Saved entries:

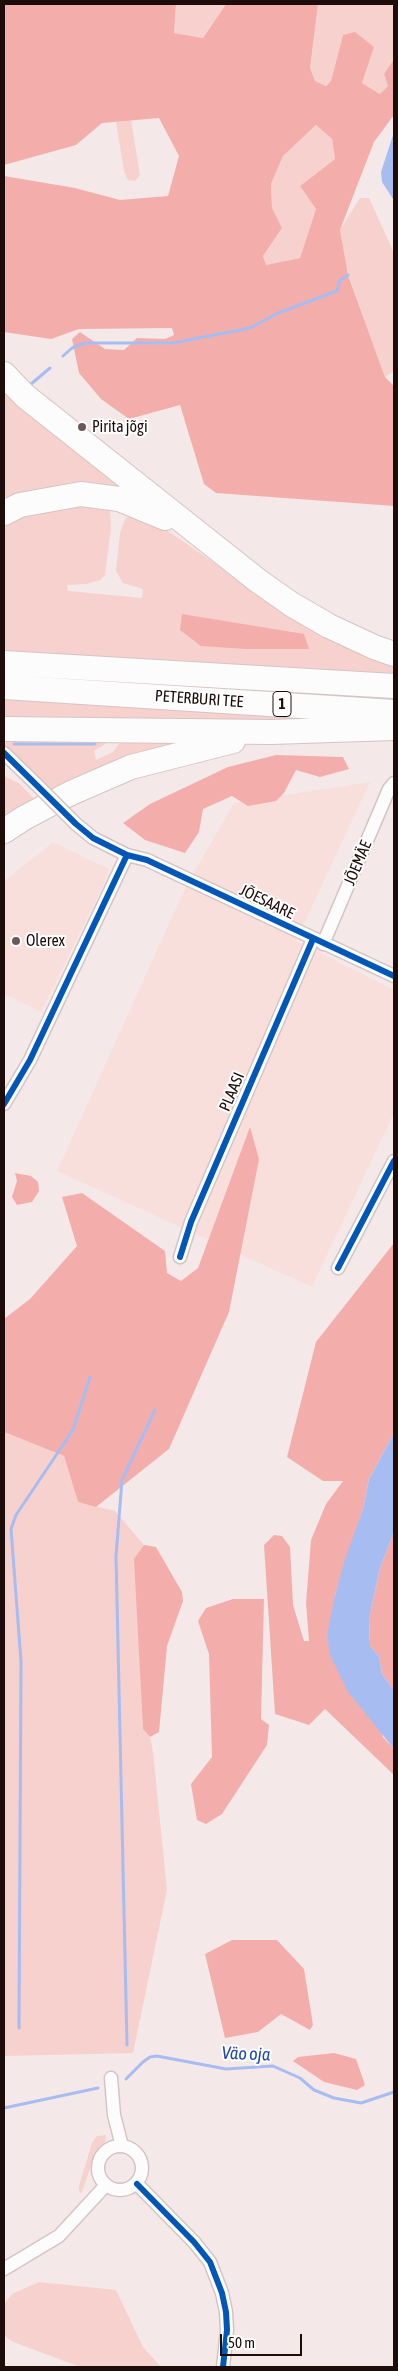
<!DOCTYPE html>
<meta charset="utf-8">
<style>
body{margin:0}
#map{position:relative;width:398px;height:2371px;overflow:hidden;background:#f4e9e8;font-family:"Asap Condensed",sans-serif}
canvas{display:block}
.frame{position:absolute;inset:0;border:5px solid #1e0c0b;pointer-events:none}
.scale{position:absolute;left:220px;top:2334px;width:82px;height:22px;box-sizing:border-box;border:2px solid #1e0c0b;border-top:0;padding-left:6px;font-size:15px;line-height:18px;white-space:nowrap;color:#1e0c0b;-webkit-text-stroke:4px #fff;paint-order:stroke}
</style>
<div id="map">
<canvas width="398" height="2371"></canvas>
<div class="frame"></div>
<div class="scale">50 m</div>
</div>
<script>
const context = document.querySelector('canvas').getContext('2d');
context.lineJoin = 'round';
function paint(path, color) {
  context.fillStyle = color;
  context.fill(path, 'evenodd');
}
function shape(rows) {
  const path = new Path2D();
  for (const r of rows) {
    if (r.length === 3) {
      path.moveTo(r[0] + r[2], r[1]);
      path.arc(r[0], r[1], r[2], 0, 2 * Math.PI);
      continue;
    }
    path.moveTo(r[0], r[1]);
    for (let i = 2; i < r.length; i += 2) path.lineTo(r[i], r[i + 1]);
  }
  return path;
}
function stroke(path, color, width, dash) {
  context.strokeStyle = color;
  context.lineWidth = width;
  context.lineCap = dash ? 'butt' : 'round';
  context.setLineDash(dash || []);
  context.stroke(path);
}
function write(font, color, halo, rows, align = 'center') {
  context.font = font + ' "Asap Condensed",sans-serif';
  context.lineWidth = 4;
  context.setLineDash([]);
  context.textBaseline = 'middle';
  context.strokeStyle = halo;
  context.fillStyle = color;
  for (const [text, x, y, turn = 0] of rows) {
    context.save();
    context.translate(x, y);
    context.rotate((+turn || 0) * Math.PI / 180);
    context.textAlign = isNaN(turn) ? turn : align;
    if (halo) context.strokeText(text, 0, 0);
    context.fillText(text, 0, 0);
    context.restore();
  }
}
paint(shape([
 [370,782,296,941,394,990,394,1113,312,1287,57,1171,186,886,234,803],
 [53,842,109,869,104,884,41,1012,4,994,4,881]
]), '#f9dfdc');
paint(shape([
 [176,4,226,4,203,38,174,33],
 [318,4,394,4,394,59,384,74,388,86,380,94,362,83,374,47,343,35,331,81,326,86,315,81,310,68],
 [131,120,140,175,135,181,128,180,124,171,116,122],
 [316,125,332,139,335,159,300,186,316,209,300,258,266,265,263,256,282,228,272,208,271,184,283,156],
 [360,198,369,198,394,253,394,371,385,377,347,271,340,230],
 [4,385,149,503,4,507],
 [103,505,110,510,111,528,105,575,100,580,86,584,67,585,68,591,142,598,143,589,123,583,116,571,120,533,125,519,130,515,162,527,251,588,394,663,394,677,4,654,4,523,39,508],
 [4,696,355,721,4,722],
 [4,734,108,736,107,743,94,751,96,760,113,752,122,740,224,737,55,794,4,745],
 [4,776,20,784,38,803,4,824],
 [4,1432,64,1456,78,1502,115,1511,144,1545,135,1559,143,1729,150,1737,153,1752,167,1890,133,2053,4,2056],
 [106,2135,105,2142,93,2161,81,2194,79,2190,79,2186,92,2143,97,2136],
 [39,2282,116,2290,143,2347,161,2367,80,2367,11,2341,4,2335,4,2304,12,2294]
]), '#f7d1ce');
paint(shape([
 [4,4,176,4,174,33,203,38,226,4,318,4,310,68,315,81,326,86,331,81,343,35,355,32,374,47,362,83,380,94,388,86,384,74,394,59,394,115,374,142,340,230,348,275,385,377,394,386,394,506,216,493,204,484,180,405,129,419,101,399,79,373,72,339,80,332,105,349,124,350,137,338,165,339,174,335,172,328,79,329,51,339,4,332,4,176,75,188,120,200,168,196,179,156,159,118,102,123,76,145,4,165],
 [316,125,332,139,335,159,300,186,316,209,300,258,266,265,263,256,282,228,272,208,271,184,283,156],
 [182,614,304,634,309,649,246,649,201,646,180,630],
 [276,755,343,757,349,769,320,777,296,770,284,793,276,801,248,806,232,796,203,809,199,832,185,853,145,840,123,823,150,804,228,767],
 [250,1127,259,1159,229,1312,169,1449,96,1507,78,1502,64,1456,4,1432,4,1319,30,1299,77,1246,62,1197,82,1193,165,1251,167,1273,181,1281,198,1268],
 [15,1173,31,1176,38,1182,39,1191,32,1202,17,1205,12,1197,17,1181],
 [394,1243,394,1433,369,1479,363,1509,335,1595,383,1737,394,1749,394,1775,325,1709,309,1725,275,1714,264,1545,274,1535,282,1536,290,1547,293,1605,304,1641,309,1641,306,1603,311,1540,326,1504,343,1481,323,1481,287,1457,316,1342],
 [394,1532,394,1690,382,1674,379,1656,370,1646,369,1619,380,1568],
 [144,1545,156,1547,182,1592,183,1601,167,1646,159,1732,150,1737,143,1729,134,1559],
 [233,1599,264,1599,261,1719,269,1725,267,1745,222,1814,206,1824,197,1820,191,1784,212,1757,209,1654,198,1621,206,1608],
 [232,1940,277,1940,304,1969,313,2025,310,2030,281,2014,258,2032,225,2038,205,1954],
 [334,2053,356,2059,365,2085,357,2090,324,2082,293,2061,298,2057]
]), '#f3aeab');
paint(shape([
 [394,132,394,206,393,199,382,182,381,172],
 [394,1433,394,1532,380,1568,369,1619,370,1646,379,1656,382,1674,394,1690,394,1749,348,1692,330,1655,327,1636,335,1595,345,1559,363,1509,369,1479]
]), '#a7bdf1');
stroke(shape([
 [63,356,72,348,85,343,173,343,250,328,278,313,337,291,340,280,348,275],
 [31,384,50,368],
 [14,744,95,744],
 [19,2028,21,1661,11,1529,16,1515,73,1430,90,1377],
 [127,2045,116,1556,122,1480,155,1410],
 [126,2079,143,2062,150,2057,157,2056,226,2069,273,2066,300,2078,314,2090,334,2098,361,2103,394,2092],
 [4,2108,98,2088]
]), '#a7bdf1', 3);
const street = shape([
 [4,753,36,784],
 [76,824,93,838,127,855,147,860,394,976],
 [323,944,389,789,394,783],
 [4,1104,30,1060,127,855],
 [180,1257,191,1222,313,939],
 [338,1268,394,1161],
 [111,2078,114,2115,122,2146],
 [120,2168,22],
 [137,2184,194,2242,210,2262,222,2293,226,2312,227,2330,223,2367],
 [4,2269,59,2236,106,2185]
]);
const highway = shape([
 [4,374,25,396,257,580,291,604,329,626,374,647,394,654],
 [4,513,20,505,81,494,119,499,165,518],
 [4,663,394,686],
 [4,687,394,712],
 [4,729,271,732,394,728],
 [4,831,24,818,71,793,131,767,233,741]
]);
stroke(street, '#d4c5c4', 15);
stroke(highway, '#d4c5c4', 26);
stroke(street, '#fdfcfc', 12);
stroke(highway, '#fdfcfc', 24);
const streetBridge = shape([
 [36,784,76,824]
]);
stroke(streetBridge, '#d4c5c4', 15, []);
stroke(streetBridge, '#fdfcfc', 12);
stroke(shape([
 [4,753,76,824,93,838,127,855,147,860,394,976],
 [4,1104,30,1060,127,855],
 [180,1257,191,1222,313,939],
 [338,1268,394,1161],
 [137,2184,194,2242,210,2262,222,2293,226,2312,227,2330,223,2367]
]), '#0057b8', 6);
for (const [x, y, r, color] of [
 [82,427,5,"#695958"],
 [16,941,5,"#695958"]
]) {
  const dot = new Path2D();
  dot.arc(x, y, r, 0, 2 * Math.PI);
  context.fillStyle = color;
  context.fill(dot);
  stroke(dot, '#fff', 2);
}
for (const [x, y, w] of [
 [282,704,18]
]) {
  const box = new Path2D();
  box.roundRect(x - w / 2, y - 12.5, w, 25, 4);
  context.fillStyle = '#fff';
  context.fill(box);
  stroke(box, '#1e0c0b', 1);
}
write('bold 15px', '#1e0c0b', null, [
 ["1",282,704]
]);
write('16px', '#1e0c0b', '#fff', [
 ["Pirita jõgi",92,427],
 ["Olerex",26,941]
], 'left');
write('16px', '#1e0c0b', '#fff', [
 ["PETERBURI TEE",199,699,4],
 ["JÕEMÄE",358,863,-67],
 ["JÕESAARE",267,902,26],
 ["PLAASI",232,1092,-67]
]);
write('italic 18px', '#1d47b0', '#fff', [
 ["Väo oja",246,2054,2]
]);
</script>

# TASK GOAL
How many lines in the records contain the word "align"? Answer with the number alone.

# RESULT FOR THIS EXERCISE
2